(Source material)

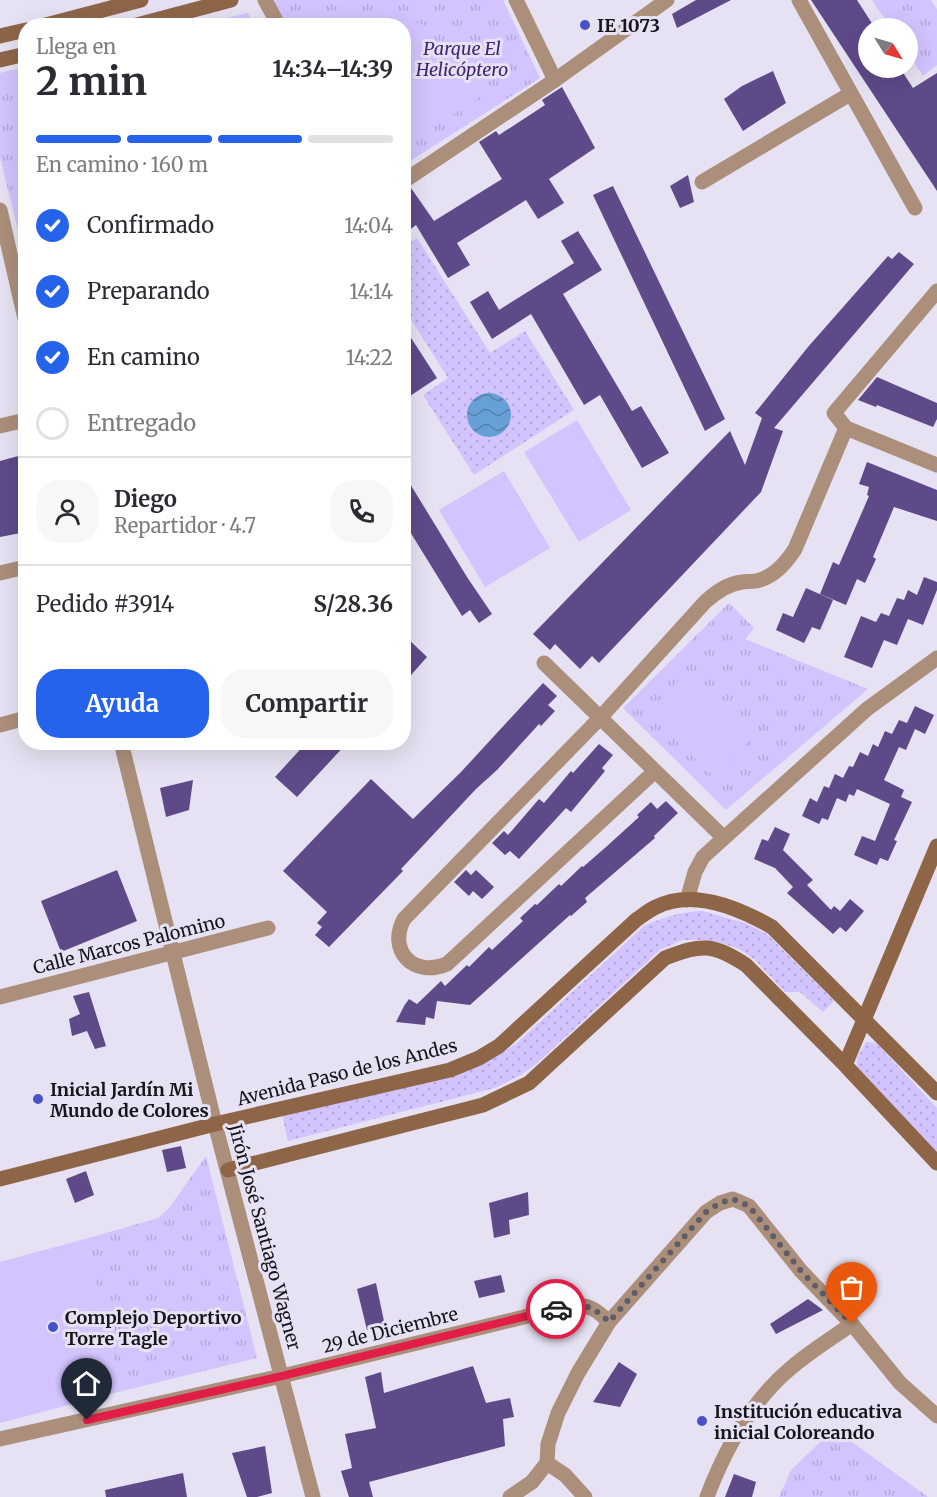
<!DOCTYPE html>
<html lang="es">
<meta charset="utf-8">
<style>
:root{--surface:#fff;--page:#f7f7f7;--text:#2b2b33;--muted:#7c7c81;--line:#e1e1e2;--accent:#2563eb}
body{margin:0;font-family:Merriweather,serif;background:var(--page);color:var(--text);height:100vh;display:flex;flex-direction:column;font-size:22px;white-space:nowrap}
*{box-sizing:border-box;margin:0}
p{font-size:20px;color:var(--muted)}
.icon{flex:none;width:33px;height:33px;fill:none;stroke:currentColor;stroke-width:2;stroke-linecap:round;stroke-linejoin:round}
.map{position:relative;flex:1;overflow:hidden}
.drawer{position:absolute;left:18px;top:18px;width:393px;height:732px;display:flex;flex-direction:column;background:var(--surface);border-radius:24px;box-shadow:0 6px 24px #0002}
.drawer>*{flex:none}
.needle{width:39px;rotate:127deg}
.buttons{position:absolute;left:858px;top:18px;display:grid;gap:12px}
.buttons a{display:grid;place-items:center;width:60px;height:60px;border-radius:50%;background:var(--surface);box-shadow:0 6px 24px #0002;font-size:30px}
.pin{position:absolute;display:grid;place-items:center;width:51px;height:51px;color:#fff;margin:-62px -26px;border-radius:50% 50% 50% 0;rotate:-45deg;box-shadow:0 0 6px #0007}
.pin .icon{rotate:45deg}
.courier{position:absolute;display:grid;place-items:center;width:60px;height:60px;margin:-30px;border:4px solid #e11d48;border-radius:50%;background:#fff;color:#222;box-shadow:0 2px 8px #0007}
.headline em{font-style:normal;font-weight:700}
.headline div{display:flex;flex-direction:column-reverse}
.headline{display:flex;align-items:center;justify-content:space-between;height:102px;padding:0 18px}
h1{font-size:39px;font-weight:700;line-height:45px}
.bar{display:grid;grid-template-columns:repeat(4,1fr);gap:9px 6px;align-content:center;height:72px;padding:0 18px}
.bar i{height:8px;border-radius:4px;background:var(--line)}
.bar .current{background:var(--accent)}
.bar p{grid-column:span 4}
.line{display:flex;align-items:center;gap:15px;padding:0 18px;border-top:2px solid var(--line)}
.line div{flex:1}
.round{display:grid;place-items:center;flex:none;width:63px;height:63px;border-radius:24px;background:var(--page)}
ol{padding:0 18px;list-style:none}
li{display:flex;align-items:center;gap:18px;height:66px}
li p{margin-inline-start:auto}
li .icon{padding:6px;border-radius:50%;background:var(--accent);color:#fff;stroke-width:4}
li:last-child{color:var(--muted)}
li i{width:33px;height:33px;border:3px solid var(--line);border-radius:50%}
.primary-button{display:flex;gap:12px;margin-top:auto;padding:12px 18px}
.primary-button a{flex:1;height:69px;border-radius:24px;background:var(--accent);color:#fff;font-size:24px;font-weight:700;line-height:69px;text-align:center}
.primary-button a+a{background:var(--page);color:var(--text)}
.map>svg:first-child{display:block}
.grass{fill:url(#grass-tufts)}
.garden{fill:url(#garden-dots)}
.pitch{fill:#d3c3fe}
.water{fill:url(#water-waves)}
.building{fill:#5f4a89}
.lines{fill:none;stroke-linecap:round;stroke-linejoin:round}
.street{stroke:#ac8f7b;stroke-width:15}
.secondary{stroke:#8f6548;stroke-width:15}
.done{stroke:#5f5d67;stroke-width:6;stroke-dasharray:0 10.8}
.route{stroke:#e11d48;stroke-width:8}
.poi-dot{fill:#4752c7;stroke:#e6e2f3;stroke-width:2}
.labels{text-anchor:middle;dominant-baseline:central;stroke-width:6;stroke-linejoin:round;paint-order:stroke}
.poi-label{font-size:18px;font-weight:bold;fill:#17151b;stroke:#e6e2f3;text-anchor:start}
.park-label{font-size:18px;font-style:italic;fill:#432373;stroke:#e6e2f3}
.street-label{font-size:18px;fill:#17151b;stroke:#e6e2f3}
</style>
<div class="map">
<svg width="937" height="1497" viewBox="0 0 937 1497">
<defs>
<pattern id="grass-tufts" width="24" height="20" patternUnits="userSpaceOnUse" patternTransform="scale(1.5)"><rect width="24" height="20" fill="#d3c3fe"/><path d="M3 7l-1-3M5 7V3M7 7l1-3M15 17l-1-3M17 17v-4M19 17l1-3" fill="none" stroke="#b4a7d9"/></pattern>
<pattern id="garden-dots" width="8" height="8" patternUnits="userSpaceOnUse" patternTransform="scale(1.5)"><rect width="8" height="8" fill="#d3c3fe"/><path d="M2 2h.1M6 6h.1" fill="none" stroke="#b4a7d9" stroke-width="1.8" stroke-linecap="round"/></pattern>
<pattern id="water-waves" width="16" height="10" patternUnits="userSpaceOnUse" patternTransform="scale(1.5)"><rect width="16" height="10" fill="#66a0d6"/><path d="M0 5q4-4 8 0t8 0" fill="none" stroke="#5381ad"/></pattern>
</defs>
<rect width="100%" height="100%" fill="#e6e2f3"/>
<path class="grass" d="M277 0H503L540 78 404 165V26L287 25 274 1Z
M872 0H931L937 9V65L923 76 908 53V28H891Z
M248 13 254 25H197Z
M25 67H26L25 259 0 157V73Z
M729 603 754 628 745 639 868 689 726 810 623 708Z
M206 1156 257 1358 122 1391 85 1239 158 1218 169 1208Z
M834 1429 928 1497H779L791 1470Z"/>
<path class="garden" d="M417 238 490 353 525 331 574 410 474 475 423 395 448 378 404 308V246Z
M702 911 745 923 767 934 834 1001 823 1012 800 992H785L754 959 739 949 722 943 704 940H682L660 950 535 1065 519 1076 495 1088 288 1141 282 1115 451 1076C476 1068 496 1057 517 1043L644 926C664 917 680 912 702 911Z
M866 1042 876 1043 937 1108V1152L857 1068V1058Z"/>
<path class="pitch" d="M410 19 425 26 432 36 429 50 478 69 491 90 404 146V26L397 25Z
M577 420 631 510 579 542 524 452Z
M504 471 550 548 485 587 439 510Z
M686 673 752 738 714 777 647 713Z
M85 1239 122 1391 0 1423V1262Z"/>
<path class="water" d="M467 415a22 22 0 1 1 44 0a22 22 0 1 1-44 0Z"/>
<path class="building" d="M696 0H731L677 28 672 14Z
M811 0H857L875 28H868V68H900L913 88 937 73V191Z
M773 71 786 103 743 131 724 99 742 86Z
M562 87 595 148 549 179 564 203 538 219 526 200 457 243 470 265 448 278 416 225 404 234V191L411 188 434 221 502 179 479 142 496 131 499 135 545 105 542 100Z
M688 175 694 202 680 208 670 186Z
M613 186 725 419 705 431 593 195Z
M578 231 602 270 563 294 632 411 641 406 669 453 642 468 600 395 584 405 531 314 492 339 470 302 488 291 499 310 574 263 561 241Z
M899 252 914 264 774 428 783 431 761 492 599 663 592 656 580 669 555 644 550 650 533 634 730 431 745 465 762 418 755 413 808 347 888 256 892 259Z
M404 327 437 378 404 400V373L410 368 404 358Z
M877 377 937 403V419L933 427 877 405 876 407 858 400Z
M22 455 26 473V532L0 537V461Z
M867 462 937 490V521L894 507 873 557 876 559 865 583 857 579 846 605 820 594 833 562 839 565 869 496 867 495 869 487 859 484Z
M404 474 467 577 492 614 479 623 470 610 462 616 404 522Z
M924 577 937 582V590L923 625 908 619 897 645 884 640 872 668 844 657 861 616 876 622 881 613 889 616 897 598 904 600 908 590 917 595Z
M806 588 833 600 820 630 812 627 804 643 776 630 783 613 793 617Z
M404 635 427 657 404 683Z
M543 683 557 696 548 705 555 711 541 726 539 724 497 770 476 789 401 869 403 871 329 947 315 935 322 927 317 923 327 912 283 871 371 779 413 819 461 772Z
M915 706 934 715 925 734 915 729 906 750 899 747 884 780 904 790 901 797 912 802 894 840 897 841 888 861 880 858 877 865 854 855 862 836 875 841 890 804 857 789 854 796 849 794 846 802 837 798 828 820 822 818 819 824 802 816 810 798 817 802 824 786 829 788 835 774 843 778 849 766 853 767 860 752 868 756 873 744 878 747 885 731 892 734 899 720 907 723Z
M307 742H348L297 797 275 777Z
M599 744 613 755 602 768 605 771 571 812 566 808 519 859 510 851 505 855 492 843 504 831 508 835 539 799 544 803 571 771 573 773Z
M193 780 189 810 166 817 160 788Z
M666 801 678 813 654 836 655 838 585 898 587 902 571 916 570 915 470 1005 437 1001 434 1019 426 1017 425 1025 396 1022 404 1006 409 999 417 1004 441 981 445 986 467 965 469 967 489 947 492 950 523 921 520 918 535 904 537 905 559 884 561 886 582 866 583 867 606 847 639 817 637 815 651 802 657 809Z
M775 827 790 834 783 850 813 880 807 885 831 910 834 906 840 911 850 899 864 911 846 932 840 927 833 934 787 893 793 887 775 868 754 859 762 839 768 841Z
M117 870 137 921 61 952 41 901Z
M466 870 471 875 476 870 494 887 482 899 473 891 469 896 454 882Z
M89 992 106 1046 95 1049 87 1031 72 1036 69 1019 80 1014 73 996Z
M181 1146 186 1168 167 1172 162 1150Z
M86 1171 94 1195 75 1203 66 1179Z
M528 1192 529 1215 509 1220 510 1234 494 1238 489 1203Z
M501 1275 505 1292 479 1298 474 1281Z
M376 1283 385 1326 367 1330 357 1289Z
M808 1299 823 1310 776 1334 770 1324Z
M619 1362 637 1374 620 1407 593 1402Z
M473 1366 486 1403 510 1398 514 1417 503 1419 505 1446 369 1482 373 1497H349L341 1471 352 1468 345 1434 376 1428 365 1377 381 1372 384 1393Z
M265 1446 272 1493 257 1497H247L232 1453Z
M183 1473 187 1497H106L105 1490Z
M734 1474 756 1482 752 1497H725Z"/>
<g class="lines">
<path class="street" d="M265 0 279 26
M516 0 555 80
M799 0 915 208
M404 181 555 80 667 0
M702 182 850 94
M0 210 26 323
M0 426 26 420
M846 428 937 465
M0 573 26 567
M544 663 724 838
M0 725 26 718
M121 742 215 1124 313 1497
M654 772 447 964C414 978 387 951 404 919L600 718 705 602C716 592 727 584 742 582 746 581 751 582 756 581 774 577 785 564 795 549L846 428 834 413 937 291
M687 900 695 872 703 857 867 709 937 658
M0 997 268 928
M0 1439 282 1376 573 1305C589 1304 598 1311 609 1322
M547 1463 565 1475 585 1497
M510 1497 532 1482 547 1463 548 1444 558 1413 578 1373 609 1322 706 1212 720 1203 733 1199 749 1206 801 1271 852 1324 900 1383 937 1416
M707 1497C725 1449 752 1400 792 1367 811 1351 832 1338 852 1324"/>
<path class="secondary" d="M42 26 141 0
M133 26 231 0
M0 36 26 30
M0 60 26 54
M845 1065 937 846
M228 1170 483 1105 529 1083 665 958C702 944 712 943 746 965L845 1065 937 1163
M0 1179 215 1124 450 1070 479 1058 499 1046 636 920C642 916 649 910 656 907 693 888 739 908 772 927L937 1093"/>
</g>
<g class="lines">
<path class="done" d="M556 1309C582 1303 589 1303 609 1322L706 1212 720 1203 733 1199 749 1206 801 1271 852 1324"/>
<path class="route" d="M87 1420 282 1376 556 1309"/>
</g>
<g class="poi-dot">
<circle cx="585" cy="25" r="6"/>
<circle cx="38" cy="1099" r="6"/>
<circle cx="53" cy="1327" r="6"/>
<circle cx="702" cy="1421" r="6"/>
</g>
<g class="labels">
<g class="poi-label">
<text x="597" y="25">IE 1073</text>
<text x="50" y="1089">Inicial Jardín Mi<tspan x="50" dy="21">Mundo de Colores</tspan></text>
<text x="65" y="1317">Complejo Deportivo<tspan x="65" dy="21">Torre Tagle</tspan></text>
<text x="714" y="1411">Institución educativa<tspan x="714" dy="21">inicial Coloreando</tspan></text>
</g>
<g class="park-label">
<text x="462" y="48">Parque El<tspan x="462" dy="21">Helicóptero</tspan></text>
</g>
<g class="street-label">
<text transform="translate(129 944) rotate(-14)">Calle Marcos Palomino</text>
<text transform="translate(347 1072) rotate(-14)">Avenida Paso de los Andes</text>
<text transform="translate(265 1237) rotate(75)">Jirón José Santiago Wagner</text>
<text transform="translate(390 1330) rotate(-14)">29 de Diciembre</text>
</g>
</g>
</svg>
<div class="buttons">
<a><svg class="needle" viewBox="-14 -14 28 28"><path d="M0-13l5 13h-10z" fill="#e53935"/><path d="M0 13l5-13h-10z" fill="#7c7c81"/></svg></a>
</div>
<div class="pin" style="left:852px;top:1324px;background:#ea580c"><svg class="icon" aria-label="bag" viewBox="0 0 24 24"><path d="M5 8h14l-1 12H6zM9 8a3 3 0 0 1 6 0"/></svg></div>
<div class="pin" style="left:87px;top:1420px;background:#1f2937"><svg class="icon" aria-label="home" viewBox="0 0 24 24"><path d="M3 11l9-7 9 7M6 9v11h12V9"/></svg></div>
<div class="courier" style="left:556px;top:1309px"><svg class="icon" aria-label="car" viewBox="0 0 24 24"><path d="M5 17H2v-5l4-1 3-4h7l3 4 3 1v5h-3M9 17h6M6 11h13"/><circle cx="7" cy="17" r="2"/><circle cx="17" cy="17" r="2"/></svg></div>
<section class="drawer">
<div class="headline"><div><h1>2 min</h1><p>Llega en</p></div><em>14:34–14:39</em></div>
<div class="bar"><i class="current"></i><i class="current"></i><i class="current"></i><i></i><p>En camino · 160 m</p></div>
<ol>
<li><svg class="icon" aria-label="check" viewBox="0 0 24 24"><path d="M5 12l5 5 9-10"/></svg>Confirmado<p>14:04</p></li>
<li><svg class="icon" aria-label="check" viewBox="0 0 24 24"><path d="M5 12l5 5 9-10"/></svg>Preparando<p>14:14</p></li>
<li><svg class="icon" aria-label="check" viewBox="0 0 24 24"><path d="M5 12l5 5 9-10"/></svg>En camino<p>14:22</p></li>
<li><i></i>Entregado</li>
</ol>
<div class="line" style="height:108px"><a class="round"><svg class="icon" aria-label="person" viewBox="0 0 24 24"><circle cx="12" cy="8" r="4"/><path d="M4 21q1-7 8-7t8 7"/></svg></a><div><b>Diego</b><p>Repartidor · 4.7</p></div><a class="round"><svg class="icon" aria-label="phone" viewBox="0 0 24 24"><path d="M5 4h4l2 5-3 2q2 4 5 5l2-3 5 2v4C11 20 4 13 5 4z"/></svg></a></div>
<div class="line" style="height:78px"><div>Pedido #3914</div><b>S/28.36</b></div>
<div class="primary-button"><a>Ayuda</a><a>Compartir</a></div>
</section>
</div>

(End Source material)
(Source material)

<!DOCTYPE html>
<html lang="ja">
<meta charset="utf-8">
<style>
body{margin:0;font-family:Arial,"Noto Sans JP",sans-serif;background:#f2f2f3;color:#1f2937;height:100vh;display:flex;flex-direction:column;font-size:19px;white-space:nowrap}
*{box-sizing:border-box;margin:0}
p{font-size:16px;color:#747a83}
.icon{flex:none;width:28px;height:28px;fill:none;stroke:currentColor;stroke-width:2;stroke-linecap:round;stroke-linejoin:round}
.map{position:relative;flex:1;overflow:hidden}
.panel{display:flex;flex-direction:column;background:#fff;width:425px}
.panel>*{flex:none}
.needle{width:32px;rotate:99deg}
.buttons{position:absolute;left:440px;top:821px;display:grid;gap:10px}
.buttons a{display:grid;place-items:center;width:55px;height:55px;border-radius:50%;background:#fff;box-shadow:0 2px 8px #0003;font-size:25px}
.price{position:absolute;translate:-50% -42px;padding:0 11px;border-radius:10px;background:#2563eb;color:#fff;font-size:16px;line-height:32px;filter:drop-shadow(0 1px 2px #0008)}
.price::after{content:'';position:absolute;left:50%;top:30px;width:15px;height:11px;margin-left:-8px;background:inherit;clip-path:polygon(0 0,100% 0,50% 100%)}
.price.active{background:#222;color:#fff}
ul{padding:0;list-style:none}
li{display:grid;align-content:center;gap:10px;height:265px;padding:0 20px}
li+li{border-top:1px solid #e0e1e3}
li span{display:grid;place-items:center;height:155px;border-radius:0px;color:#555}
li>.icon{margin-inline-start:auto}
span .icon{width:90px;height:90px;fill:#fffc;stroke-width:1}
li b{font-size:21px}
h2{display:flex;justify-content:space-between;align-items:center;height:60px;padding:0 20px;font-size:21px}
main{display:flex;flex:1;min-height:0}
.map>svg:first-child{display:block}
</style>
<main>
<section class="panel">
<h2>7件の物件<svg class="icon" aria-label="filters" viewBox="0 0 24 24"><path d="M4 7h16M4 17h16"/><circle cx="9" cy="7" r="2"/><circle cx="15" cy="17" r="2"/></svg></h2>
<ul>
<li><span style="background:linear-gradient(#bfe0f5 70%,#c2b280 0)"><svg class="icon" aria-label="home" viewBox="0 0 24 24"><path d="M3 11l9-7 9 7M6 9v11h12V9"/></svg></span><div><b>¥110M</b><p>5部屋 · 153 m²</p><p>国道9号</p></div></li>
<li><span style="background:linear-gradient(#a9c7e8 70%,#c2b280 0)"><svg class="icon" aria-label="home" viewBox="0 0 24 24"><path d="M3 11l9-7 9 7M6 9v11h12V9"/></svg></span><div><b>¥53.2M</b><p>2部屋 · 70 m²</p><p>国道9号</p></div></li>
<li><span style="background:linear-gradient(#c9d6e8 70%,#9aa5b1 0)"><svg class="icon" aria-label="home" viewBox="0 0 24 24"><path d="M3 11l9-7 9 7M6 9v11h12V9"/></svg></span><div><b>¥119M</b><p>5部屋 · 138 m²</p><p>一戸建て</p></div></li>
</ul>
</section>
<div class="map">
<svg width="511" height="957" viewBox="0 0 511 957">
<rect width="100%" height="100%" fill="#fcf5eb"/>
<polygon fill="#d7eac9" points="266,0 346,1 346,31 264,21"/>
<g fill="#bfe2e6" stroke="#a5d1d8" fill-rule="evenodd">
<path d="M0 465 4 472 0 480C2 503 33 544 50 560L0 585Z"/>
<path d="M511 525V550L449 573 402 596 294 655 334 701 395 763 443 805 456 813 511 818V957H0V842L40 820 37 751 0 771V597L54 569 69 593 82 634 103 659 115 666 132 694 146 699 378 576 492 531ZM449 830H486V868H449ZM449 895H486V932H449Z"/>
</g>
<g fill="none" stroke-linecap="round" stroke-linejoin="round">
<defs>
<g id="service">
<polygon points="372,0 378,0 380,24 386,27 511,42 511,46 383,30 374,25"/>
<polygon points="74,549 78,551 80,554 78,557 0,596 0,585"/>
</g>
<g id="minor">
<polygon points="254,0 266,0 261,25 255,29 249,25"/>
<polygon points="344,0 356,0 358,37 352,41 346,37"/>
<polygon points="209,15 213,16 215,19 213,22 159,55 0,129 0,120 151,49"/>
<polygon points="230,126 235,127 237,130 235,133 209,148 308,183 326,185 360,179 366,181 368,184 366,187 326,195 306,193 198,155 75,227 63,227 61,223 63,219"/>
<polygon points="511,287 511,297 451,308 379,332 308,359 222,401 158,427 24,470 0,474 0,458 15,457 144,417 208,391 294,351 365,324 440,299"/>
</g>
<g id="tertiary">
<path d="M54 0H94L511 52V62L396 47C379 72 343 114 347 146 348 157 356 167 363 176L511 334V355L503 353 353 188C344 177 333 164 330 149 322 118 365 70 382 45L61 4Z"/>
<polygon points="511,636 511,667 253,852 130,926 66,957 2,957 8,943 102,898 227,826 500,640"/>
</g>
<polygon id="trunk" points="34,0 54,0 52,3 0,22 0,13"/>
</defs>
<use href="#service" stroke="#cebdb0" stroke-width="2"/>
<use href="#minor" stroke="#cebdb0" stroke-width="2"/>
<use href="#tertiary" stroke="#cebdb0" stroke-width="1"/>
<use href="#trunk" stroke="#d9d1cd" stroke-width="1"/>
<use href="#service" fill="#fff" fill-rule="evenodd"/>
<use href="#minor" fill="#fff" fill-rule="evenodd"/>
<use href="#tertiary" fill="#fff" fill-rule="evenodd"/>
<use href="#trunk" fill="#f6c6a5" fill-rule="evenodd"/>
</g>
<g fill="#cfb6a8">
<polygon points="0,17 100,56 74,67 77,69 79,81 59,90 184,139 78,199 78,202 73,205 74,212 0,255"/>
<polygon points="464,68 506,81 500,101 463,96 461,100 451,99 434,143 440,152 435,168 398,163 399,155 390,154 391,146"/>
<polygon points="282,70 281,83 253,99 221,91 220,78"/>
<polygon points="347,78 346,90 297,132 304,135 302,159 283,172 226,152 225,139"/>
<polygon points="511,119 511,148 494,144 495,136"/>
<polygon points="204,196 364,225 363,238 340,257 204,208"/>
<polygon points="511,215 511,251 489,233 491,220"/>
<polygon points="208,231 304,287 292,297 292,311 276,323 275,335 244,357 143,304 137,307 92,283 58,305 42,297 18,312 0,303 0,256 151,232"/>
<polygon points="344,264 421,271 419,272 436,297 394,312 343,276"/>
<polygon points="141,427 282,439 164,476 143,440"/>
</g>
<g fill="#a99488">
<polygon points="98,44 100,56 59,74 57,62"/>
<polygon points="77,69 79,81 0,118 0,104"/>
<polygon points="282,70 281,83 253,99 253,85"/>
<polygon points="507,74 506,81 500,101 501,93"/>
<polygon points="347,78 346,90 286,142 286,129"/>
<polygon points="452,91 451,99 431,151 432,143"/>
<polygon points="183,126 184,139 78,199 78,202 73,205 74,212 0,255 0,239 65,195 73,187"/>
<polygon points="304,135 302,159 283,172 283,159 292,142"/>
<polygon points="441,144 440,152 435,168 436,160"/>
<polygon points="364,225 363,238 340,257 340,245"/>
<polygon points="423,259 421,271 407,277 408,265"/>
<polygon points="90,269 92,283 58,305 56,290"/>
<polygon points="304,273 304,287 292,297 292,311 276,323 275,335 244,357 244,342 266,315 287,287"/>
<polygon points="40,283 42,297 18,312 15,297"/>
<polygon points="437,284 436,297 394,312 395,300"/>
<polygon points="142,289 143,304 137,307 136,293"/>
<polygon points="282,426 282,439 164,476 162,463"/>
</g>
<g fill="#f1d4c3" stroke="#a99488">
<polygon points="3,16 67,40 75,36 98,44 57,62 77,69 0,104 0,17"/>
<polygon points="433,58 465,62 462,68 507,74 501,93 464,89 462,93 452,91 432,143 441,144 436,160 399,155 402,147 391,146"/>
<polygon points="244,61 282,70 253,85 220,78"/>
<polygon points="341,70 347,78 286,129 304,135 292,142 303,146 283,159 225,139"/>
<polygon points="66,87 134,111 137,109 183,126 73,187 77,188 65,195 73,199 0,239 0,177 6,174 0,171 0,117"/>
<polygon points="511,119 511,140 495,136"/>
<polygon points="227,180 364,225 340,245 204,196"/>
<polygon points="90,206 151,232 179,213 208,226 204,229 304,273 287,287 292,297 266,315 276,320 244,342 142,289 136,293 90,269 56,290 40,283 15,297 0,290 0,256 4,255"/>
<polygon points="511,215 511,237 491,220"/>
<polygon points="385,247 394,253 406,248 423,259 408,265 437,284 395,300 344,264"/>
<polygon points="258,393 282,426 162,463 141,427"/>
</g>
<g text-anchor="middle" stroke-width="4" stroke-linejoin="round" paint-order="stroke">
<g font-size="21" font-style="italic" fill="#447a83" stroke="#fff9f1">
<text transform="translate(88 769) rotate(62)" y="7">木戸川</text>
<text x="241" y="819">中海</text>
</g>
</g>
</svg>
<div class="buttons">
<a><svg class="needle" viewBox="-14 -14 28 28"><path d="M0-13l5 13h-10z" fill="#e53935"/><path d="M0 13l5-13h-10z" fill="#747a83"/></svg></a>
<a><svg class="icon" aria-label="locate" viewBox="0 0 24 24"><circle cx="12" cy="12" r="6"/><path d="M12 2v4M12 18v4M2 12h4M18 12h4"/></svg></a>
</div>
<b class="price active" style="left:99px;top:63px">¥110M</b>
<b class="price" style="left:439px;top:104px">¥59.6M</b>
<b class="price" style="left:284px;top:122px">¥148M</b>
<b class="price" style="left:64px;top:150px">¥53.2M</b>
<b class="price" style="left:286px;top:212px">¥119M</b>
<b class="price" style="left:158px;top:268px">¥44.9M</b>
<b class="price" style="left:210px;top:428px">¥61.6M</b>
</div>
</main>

(End Source material)

Work order:
Go through the entries and copy every line with "check".

Problem solution:
<li><svg class="icon" aria-label="check" viewBox="0 0 24 24"><path d="M5 12l5 5 9-10"/></svg>Confirmado<p>14:04</p></li>
<li><svg class="icon" aria-label="check" viewBox="0 0 24 24"><path d="M5 12l5 5 9-10"/></svg>Preparando<p>14:14</p></li>
<li><svg class="icon" aria-label="check" viewBox="0 0 24 24"><path d="M5 12l5 5 9-10"/></svg>En camino<p>14:22</p></li>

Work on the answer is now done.